Exercise ▸
Copy out all the entries shown below, exactly as they appear.

(Extracted records)
_____
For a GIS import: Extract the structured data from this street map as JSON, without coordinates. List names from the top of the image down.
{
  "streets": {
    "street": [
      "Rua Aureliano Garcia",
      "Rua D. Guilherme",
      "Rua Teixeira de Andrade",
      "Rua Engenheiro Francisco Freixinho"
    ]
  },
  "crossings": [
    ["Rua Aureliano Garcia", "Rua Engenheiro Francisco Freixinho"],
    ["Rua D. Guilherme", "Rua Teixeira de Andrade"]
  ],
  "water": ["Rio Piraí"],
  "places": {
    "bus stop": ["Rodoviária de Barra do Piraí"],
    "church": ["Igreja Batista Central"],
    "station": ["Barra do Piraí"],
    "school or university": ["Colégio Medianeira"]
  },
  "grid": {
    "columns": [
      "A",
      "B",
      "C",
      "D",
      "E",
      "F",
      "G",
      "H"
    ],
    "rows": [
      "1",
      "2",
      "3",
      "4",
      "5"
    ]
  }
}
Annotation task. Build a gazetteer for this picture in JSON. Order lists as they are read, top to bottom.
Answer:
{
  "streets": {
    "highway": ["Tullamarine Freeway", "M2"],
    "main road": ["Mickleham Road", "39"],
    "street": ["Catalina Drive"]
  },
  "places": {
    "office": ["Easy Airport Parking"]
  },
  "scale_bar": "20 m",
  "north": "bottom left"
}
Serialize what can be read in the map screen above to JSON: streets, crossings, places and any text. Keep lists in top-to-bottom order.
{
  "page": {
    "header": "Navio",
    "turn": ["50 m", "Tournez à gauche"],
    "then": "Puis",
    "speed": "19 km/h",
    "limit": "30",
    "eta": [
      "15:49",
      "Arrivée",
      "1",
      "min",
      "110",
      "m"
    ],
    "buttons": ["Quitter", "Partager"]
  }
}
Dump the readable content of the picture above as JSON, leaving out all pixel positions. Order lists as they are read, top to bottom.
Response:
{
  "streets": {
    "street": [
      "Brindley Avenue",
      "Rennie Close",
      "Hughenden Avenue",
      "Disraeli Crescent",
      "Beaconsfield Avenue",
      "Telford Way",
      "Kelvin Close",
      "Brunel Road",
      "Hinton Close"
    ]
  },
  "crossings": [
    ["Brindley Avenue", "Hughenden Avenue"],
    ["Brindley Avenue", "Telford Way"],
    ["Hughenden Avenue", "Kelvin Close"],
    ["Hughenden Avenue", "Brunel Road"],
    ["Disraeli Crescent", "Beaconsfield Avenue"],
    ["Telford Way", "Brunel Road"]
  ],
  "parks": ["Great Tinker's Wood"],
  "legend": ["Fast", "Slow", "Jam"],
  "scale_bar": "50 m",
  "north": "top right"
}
_____
Result of this task ▸
For a GIS import: Extract the structured data from this street map as JSON, without coordinates. List names from the top of the image down.
{
  "streets": {
    "street": [
      "Rua Aureliano Garcia",
      "Rua D. Guilherme",
      "Rua Teixeira de Andrade",
      "Rua Engenheiro Francisco Freixinho"
    ]
  },
  "crossings": [
    ["Rua Aureliano Garcia", "Rua Engenheiro Francisco Freixinho"],
    ["Rua D. Guilherme", "Rua Teixeira de Andrade"]
  ],
  "water": ["Rio Piraí"],
  "places": {
    "bus stop": ["Rodoviária de Barra do Piraí"],
    "church": ["Igreja Batista Central"],
    "station": ["Barra do Piraí"],
    "school or university": ["Colégio Medianeira"]
  },
  "grid": {
    "columns": [
      "A",
      "B",
      "C",
      "D",
      "E",
      "F",
      "G",
      "H"
    ],
    "rows": [
      "1",
      "2",
      "3",
      "4",
      "5"
    ]
  }
}
Annotation task. Build a gazetteer for this picture in JSON. Order lists as they are read, top to bottom.
Answer:
{
  "streets": {
    "highway": ["Tullamarine Freeway", "M2"],
    "main road": ["Mickleham Road", "39"],
    "street": ["Catalina Drive"]
  },
  "places": {
    "office": ["Easy Airport Parking"]
  },
  "scale_bar": "20 m",
  "north": "bottom left"
}
Serialize what can be read in the map screen above to JSON: streets, crossings, places and any text. Keep lists in top-to-bottom order.
{
  "page": {
    "header": "Navio",
    "turn": ["50 m", "Tournez à gauche"],
    "then": "Puis",
    "speed": "19 km/h",
    "limit": "30",
    "eta": [
      "15:49",
      "Arrivée",
      "1",
      "min",
      "110",
      "m"
    ],
    "buttons": ["Quitter", "Partager"]
  }
}
Dump the readable content of the picture above as JSON, leaving out all pixel positions. Order lists as they are read, top to bottom.
Response:
{
  "streets": {
    "street": [
      "Brindley Avenue",
      "Rennie Close",
      "Hughenden Avenue",
      "Disraeli Crescent",
      "Beaconsfield Avenue",
      "Telford Way",
      "Kelvin Close",
      "Brunel Road",
      "Hinton Close"
    ]
  },
  "crossings": [
    ["Brindley Avenue", "Hughenden Avenue"],
    ["Brindley Avenue", "Telford Way"],
    ["Hughenden Avenue", "Kelvin Close"],
    ["Hughenden Avenue", "Brunel Road"],
    ["Disraeli Crescent", "Beaconsfield Avenue"],
    ["Telford Way", "Brunel Road"]
  ],
  "parks": ["Great Tinker's Wood"],
  "legend": ["Fast", "Slow", "Jam"],
  "scale_bar": "50 m",
  "north": "top right"
}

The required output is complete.